- Directed by: Graham D. Alexander
- Written by: Graham D. Alexander
- Produced by: Danny Alexander Erin Alexander
- Starring: Ross Renfroe Jenny Hamilton
- Music by: Taylor Davis
- Production company: MyShow Productions
- Release date: August 8, 2008;
- Running time: 119 minutes
- Country: United States
- Language: English
- Budget: $900

= The Sound of a Dirt Road =

The Sound of a Dirt Road is a 2008 Christian film directed by Graham D. Alexander.

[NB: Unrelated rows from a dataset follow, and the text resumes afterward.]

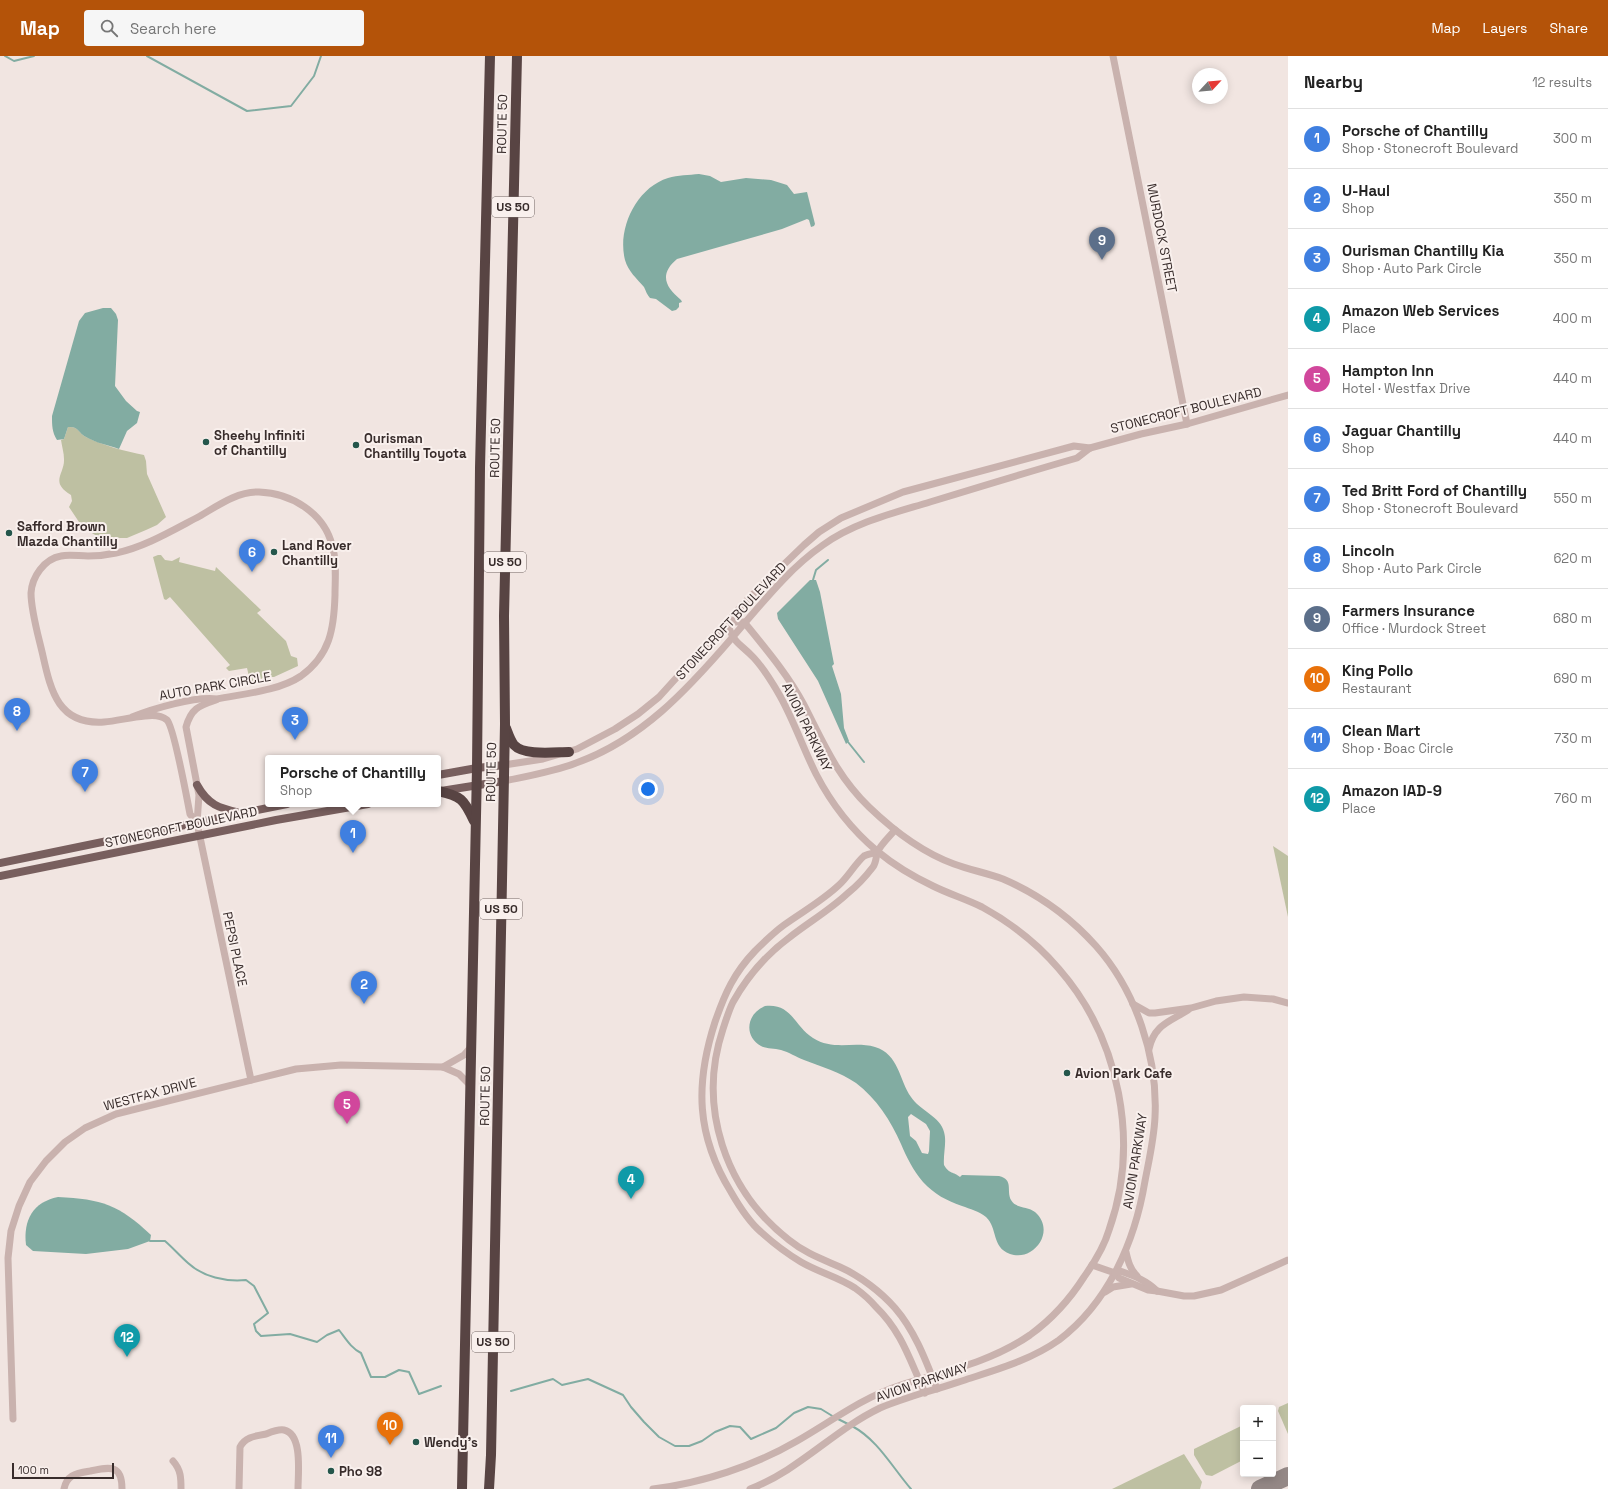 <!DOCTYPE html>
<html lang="en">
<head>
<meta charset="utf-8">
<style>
	body { margin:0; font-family:"Space Grotesk",sans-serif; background:#f6f6f6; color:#222 }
	.controls { position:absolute; right:12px; bottom:12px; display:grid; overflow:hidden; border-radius:4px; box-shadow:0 2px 10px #0003 }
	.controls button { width:36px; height:36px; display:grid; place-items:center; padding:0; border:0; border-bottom:1px solid #e0e0e0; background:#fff; color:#222; font:20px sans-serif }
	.compass { position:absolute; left:1192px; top:12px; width:36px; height:36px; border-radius:50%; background:#fff; box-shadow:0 2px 10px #0003; rotate:64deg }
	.scale { position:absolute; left:12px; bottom:10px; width:102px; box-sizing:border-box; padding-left:4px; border:2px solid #382c2b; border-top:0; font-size:11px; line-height:14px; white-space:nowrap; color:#382c2b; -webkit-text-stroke:3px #f9f0ed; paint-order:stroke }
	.you { position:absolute; left:648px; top:733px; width:14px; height:14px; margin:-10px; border:3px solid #fff; border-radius:50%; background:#1a73e8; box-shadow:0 0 0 6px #1a73e833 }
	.badge { display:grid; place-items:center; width:26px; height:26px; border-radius:50%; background:#b45309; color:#fff; font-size:13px; font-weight:700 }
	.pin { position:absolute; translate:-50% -33px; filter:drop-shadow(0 1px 2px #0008) }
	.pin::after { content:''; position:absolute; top:21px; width:14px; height:12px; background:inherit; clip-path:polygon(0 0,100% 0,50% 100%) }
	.popup { position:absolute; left:265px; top:699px; width:176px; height:52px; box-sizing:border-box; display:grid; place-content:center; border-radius:4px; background:#fff; filter:drop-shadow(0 1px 3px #0005); font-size:13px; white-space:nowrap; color:#767676 }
	.popup b { font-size:15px; color:#222 }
	.popup::after { content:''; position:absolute; left:50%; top:100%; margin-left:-8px; border:8px solid transparent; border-top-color:#fff }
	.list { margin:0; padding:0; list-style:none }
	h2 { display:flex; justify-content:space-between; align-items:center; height:52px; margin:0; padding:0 16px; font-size:17px }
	h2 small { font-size:13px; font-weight:400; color:#767676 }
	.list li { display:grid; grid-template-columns:26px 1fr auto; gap:12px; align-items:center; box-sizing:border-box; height:60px; padding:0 16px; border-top:1px solid #e0e0e0 }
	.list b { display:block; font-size:15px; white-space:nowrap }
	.list p { margin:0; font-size:13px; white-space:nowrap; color:#767676 }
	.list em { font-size:13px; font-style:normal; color:#767676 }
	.icon { flex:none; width:22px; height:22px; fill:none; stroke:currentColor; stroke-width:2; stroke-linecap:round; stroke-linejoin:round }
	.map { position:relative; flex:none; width:1288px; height:1433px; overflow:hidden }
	header { display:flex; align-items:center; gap:24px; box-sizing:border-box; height:56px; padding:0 20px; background:#b45309; color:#fff }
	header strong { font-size:19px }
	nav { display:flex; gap:22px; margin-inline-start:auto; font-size:14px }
	.search { width:280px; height:36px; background:#f6f6f6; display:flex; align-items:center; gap:10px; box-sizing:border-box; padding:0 14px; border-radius:4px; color:#767676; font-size:15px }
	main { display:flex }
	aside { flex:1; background:#fff }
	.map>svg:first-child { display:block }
</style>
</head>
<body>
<header>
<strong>Map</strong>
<div class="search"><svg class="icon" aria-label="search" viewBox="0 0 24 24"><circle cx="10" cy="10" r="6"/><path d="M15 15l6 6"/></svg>Search here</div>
<nav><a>Map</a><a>Layers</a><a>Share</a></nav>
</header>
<main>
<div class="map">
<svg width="1288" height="1433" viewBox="0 0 1288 1433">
	<rect width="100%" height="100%" fill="#f1e5e1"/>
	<g fill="#bec0a2">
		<path d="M68 371C79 370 78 377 86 381 104 390 125 395 144 399L146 405 147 418 166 461 157 469 146 474 127 482H120L97 480 83 472 69 451 72 445 71 439C49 426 65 418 64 403 64 397 62 391 61 384L64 383Z"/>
		<path d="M158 499H161L165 504 172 505 180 501 179 506 215 515 216 511 261 554 257 557 286 585 291 600 297 602 298 610 274 621H264L258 625H250L247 612 229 615 226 612 230 609 170 541 166 544 164 543 153 501Z"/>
		<path d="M1273 790 1288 800V861Z"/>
		<path d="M1288 1347V1378L1278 1355 1279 1351Z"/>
		<path d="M1243 1369V1404L1212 1420 1206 1419 1194 1399V1393Z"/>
		<path d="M1184 1398 1202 1426 1200 1433H1112Z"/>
	</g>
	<g fill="#82aca2" fill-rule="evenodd">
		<path d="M699 118 710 120 721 126 746 122 771 124 787 129 794 138 807 136 815 168 814 170 811 171 809 164 807 163 782 173 677 203C659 218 665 231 681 244L682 246 679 247V251L676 254 672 255 656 243 650 242C647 239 646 235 644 231 637 223 628 215 625 204 617 173 636 132 668 122 678 119 689 119 699 118Z"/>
		<path d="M103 252H111L116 258 118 264 115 330 126 345 137 355 140 356 137 367 127 375 119 393C108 389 96 387 86 381 78 377 79 370 68 371L64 383 57 384C52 376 52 369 52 360L79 265 85 257Z"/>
		<path d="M810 524H816L820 536 834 608 832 610 841 638 844 672 849 685 846 688 818 625 778 563 777 557Z"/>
		<path d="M765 950C792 947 794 970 813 982 833 995 854 985 875 991 899 998 899 1024 911 1041 919 1054 941 1061 944 1076 947 1086 943 1098 944 1109 950 1119 953 1115 960 1121L962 1119 999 1120C1014 1124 1006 1134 1011 1144 1016 1153 1028 1150 1035 1156 1049 1168 1045 1187 1030 1196 1024 1200 1016 1200 1010 1198 991 1191 998 1172 986 1161 979 1155 970 1153 962 1150 947 1145 934 1138 923 1126 913 1114 907 1102 901 1088 891 1065 876 1042 856 1027 840 1016 822 1011 804 1004 796 1001 789 996 781 994 774 992 767 993 761 990 743 980 747 957 765 950ZM911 1058 926 1068 930 1075 929 1095 928 1098 922 1097 916 1085 910 1080 908 1061Z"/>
		<path d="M58 1141C102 1143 119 1149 151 1179L150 1185 128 1193 86 1198 33 1195 26 1189C23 1164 33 1146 58 1141Z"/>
	</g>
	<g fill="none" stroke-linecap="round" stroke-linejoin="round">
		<g stroke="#82aca2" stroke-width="2">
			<path d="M5 0 14 5 34 0"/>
			<path d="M147 0 247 55 291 50 314 20 321 0"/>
			<path d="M813 524 816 514 828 504"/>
			<path d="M848 686 864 706"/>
			<path d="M150 1185H165C173 1192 180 1200 188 1207 203 1221 226 1226 246 1224L254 1230 268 1257 254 1268 256 1275 261 1280 290 1278 317 1286 327 1279 339 1274C346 1283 351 1292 361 1297L371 1321H385L399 1314 409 1316 419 1338 441 1330"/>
			<path d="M511 1335 553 1323 562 1329 588 1323 623 1339 631 1351 644 1366 659 1381 675 1390H689L702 1385 715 1376 730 1370 740 1371 751 1383 776 1372 794 1357 808 1351 821 1353 834 1361"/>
			<path d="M838 1363 848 1368"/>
			<path d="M852 1370C878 1384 892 1411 911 1433"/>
		</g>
		<path stroke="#948886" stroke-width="18" d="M1260 1433 1288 1420"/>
		<g stroke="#c9b2ae" stroke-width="7">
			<path d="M1113 0 1187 368"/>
			<path d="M727 566H744C766 593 788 619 804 649 824 688 837 720 869 751 894 775 921 796 954 808 970 814 987 817 1003 823 1038 838 1070 861 1096 890 1136 935 1158 1001 1155 1061 1154 1083 1149 1104 1145 1125 1135 1185 1109 1246 1059 1284 1032 1303 1002 1312 971 1322 955 1327 939 1333 922 1337 908 1342 894 1346 880 1352 834 1374 798 1415 750 1433"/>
			<path d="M216 644C198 650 191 653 186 671L199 739 197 767 251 1024"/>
			<path d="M132 661C152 653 195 640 217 643 242 638 279 635 301 620 330 599 334 573 335 539 335 523 337 505 332 489 324 457 291 437 259 436 238 435 217 450 200 460 173 474 145 491 116 497 107 499 97 500 88 500 79 500 69 498 61 500 44 503 32 521 31 537 31 556 39 582 43 600 51 636 59 669 104 666 117 665 131 661 145 660 152 659 161 659 167 664 174 671 187 743 190 758L197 767"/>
			<path d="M504 709 543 703 577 693 615 673 638 658 659 641 746 545 804 489 819 476 841 462 903 436 1074 390 1090 392"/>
			<path d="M504 725C528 720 553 716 576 707 641 684 687 634 731 583 760 550 787 514 823 489 855 466 894 457 930 446 979 431 1028 416 1077 402L1090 392 1141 378 1187 368 1288 339"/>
			<path d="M895 774C889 781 880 789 877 797 876 802 876 807 873 811 866 820 857 830 848 837 830 854 809 866 790 881 767 898 747 921 733 946 729 954 726 964 723 973 697 1051 725 1134 789 1184 805 1197 822 1203 840 1211 860 1220 881 1236 895 1252 915 1275 926 1305 937 1333"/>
			<path d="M878 796C874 797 868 798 864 800 855 808 848 821 839 829 822 845 802 856 784 869 773 877 764 886 755 895 734 917 725 937 715 966 695 1028 696 1079 731 1136 739 1150 748 1165 761 1176 773 1187 786 1197 801 1206 818 1216 838 1221 855 1232 862 1237 870 1244 876 1251 902 1276 910 1305 925 1337"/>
			<path d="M1133 948 1149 957H1155L1191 952 1216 945 1244 941 1273 943 1288 947"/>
			<path d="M1149 993C1154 969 1169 966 1188 954"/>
			<path d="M443 1011 464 999 471 991"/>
			<path d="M1126 1196C1128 1205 1130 1213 1137 1220"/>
			<path d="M1092 1209 1115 1217 1119 1222 1148 1234 1157 1235 1184 1240H1194L1221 1234 1288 1204"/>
			<path d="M1115 1217 1120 1215C1134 1220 1146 1224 1157 1235"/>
			<path d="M1105 1236 1113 1231 1131 1228"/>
			<path d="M13 1363 8 1202 11 1175 19 1150 30 1126 46 1105 65 1086 85 1072 116 1058 296 1013 341 1009 443 1011 459 1018 471 1030"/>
			<path d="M173 1405C181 1414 181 1422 181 1433"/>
			<path d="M64 1433C65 1428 67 1423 72 1420 77 1417 84 1416 90 1415 110 1411 122 1408 122 1433"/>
			<path d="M239 1433 240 1391C245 1381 255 1380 266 1378 271 1376 278 1373 284 1374 303 1378 298 1418 298 1433"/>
			<path d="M653 1433C702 1427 754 1410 797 1385 832 1365 863 1341 901 1329 946 1315 991 1306 1030 1279 1052 1263 1070 1243 1084 1221 1094 1207 1104 1191 1109 1174 1140 1087 1120 983 1059 913 1038 888 1011 867 982 851 966 843 949 838 933 830 914 821 894 809 877 795 852 774 831 747 816 718 803 692 794 665 780 640 772 626 764 613 754 602 739 586 734 589 727 566"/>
		</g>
		<g stroke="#785f5e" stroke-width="8">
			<path d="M438 719 477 712 504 709"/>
			<path d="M197 729C208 749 219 752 240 757"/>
			<path d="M441 735 504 725"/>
			<path d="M0 807 287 748"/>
			<path d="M0 820 276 764 368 748"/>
		</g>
		<g stroke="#584443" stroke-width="10">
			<path d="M506 672C508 677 510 684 514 689 524 700 555 696 569 696"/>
			<path d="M438 735C461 740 464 743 474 765"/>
			<path d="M462 1433 477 712 480 412 490 0"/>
			<path d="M489 1433 491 1399 505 668 504 560 517 0"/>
		</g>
	</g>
	<g fill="#24564b" stroke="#f9f0ed" stroke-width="1.5">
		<circle cx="206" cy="386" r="4"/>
		<circle cx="356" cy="389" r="4"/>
		<circle cx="9" cy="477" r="4"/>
		<circle cx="274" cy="496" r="4"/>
		<circle cx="1067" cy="1017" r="4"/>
		<circle cx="416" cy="1386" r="4"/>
		<circle cx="331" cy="1415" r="4"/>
	</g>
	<g text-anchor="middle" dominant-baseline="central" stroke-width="4" stroke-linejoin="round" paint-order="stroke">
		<g fill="#f9f0ed" stroke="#726765" stroke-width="1">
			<rect x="492" y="141" width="42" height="20" rx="3"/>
			<rect x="484" y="496" width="42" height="20" rx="3"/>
			<rect x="480" y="843" width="42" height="20" rx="3"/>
			<rect x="472" y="1276" width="42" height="20" rx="3"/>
		</g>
		<g font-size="12" font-weight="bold" fill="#382c2b">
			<text x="513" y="151">US 50</text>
			<text x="505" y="506">US 50</text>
			<text x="501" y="853">US 50</text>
			<text x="493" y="1286">US 50</text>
		</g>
		<g font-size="13" fill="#382c2b" stroke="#f9f0ed">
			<text transform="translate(502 68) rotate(-89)">ROUTE 50</text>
			<text transform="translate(1162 182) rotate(79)">MURDOCK STREET</text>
			<text transform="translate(1186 354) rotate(-14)">STONECROFT BOULEVARD</text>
			<text transform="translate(495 392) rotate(-89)">ROUTE 50</text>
			<text transform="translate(731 565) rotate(-47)">STONECROFT BOULEVARD</text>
			<text transform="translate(215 630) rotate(-10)">AUTO PARK CIRCLE</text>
			<text transform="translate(807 671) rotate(64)">AVION PARKWAY</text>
			<text transform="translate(491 716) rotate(-89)">ROUTE 50</text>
			<text transform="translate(181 771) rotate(-12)">STONECROFT BOULEVARD</text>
			<text transform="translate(235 893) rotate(78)">PEPSI PLACE</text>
			<text transform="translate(150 1038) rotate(-15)">WESTFAX DRIVE</text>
			<text transform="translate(485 1040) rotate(-89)">ROUTE 50</text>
			<text transform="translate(1135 1105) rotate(-81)">AVION PARKWAY</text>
			<text transform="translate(922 1326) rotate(-19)">AVION PARKWAY</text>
		</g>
		<g font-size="13" font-weight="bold" fill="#382c2b" stroke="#f9f0ed" text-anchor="start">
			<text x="214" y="379">Sheehy Infiniti<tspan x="214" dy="15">of Chantilly</tspan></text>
			<text x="364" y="382">Ourisman<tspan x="364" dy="15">Chantilly Toyota</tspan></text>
			<text x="17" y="470">Safford Brown<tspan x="17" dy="15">Mazda Chantilly</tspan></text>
			<text x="282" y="489">Land Rover<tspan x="282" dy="15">Chantilly</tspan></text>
			<text x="1075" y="1017">Avion Park Cafe</text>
			<text x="424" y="1386">Wendy's</text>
			<text x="339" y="1415">Pho 98</text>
		</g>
	</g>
</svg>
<div class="controls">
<button>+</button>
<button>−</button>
</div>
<svg class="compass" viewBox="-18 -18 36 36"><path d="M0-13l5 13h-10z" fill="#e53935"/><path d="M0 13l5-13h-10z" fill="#767676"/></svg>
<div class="scale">100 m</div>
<div class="you"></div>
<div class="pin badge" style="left:353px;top:797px;background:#3f7fe0">1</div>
<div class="popup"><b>Porsche of Chantilly</b>Shop</div>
<div class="pin badge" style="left:364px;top:948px;background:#3f7fe0">2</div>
<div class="pin badge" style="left:295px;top:684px;background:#3f7fe0">3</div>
<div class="pin badge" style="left:631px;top:1143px;background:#0f9aa8">4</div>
<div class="pin badge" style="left:347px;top:1068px;background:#d1479c">5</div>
<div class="pin badge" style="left:252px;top:516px;background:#3f7fe0">6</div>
<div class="pin badge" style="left:85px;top:736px;background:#3f7fe0">7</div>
<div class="pin badge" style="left:17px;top:675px;background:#3f7fe0">8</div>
<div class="pin badge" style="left:1102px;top:204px;background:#5c6f8a">9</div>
<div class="pin badge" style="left:390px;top:1389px;background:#e8710a">10</div>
<div class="pin badge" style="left:331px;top:1402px;background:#3f7fe0">11</div>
<div class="pin badge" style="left:127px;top:1301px;background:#0f9aa8">12</div>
</div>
<aside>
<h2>Nearby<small>12 results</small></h2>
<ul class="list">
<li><span class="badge" style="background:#3f7fe0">1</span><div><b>Porsche of Chantilly</b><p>Shop · Stonecroft Boulevard</p></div><em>300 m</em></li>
<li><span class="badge" style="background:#3f7fe0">2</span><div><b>U-Haul</b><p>Shop</p></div><em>350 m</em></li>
<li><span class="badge" style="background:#3f7fe0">3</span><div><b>Ourisman Chantilly Kia</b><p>Shop · Auto Park Circle</p></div><em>350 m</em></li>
<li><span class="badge" style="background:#0f9aa8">4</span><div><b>Amazon Web Services</b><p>Place</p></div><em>400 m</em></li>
<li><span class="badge" style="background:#d1479c">5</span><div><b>Hampton Inn</b><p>Hotel · Westfax Drive</p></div><em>440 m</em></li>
<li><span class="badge" style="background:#3f7fe0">6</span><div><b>Jaguar Chantilly</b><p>Shop</p></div><em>440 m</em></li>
<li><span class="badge" style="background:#3f7fe0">7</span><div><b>Ted Britt Ford of Chantilly</b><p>Shop · Stonecroft Boulevard</p></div><em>550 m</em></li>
<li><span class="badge" style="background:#3f7fe0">8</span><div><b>Lincoln</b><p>Shop · Auto Park Circle</p></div><em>620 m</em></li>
<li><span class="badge" style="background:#5c6f8a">9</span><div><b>Farmers Insurance</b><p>Office · Murdock Street</p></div><em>680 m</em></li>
<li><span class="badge" style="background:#e8710a">10</span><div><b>King Pollo</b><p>Restaurant</p></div><em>690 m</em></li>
<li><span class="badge" style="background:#3f7fe0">11</span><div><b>Clean Mart</b><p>Shop · Boac Circle</p></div><em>730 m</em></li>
<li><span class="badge" style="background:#0f9aa8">12</span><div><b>Amazon IAD-9</b><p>Place</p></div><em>760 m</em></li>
</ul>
</aside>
</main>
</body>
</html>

In less than a year, Alexander wrote, directed and filmed the movie East Texas, for less than $900. The Sound of a Dirt Road was featured at the San Antonio Independent Christian Film Festival. It was chosen as one of eight finalists in the feature film category, out of 50 submissions.

== Plot ==
John Crowe (Ross Renfroe) is a rancher whose family has owned and managed the Crowe Ranch for over 150 years. John meets Ellen Sower, and his life slowly begins to change. Jeremiah Stillwell, the soon-to-be pastor of the local church, also becomes interested in Ellen. Intellectual warfare ensues as John rescues Ellen, then learns she is deathly ill. Jeremiah desires power, and once he gets it, he goes after John.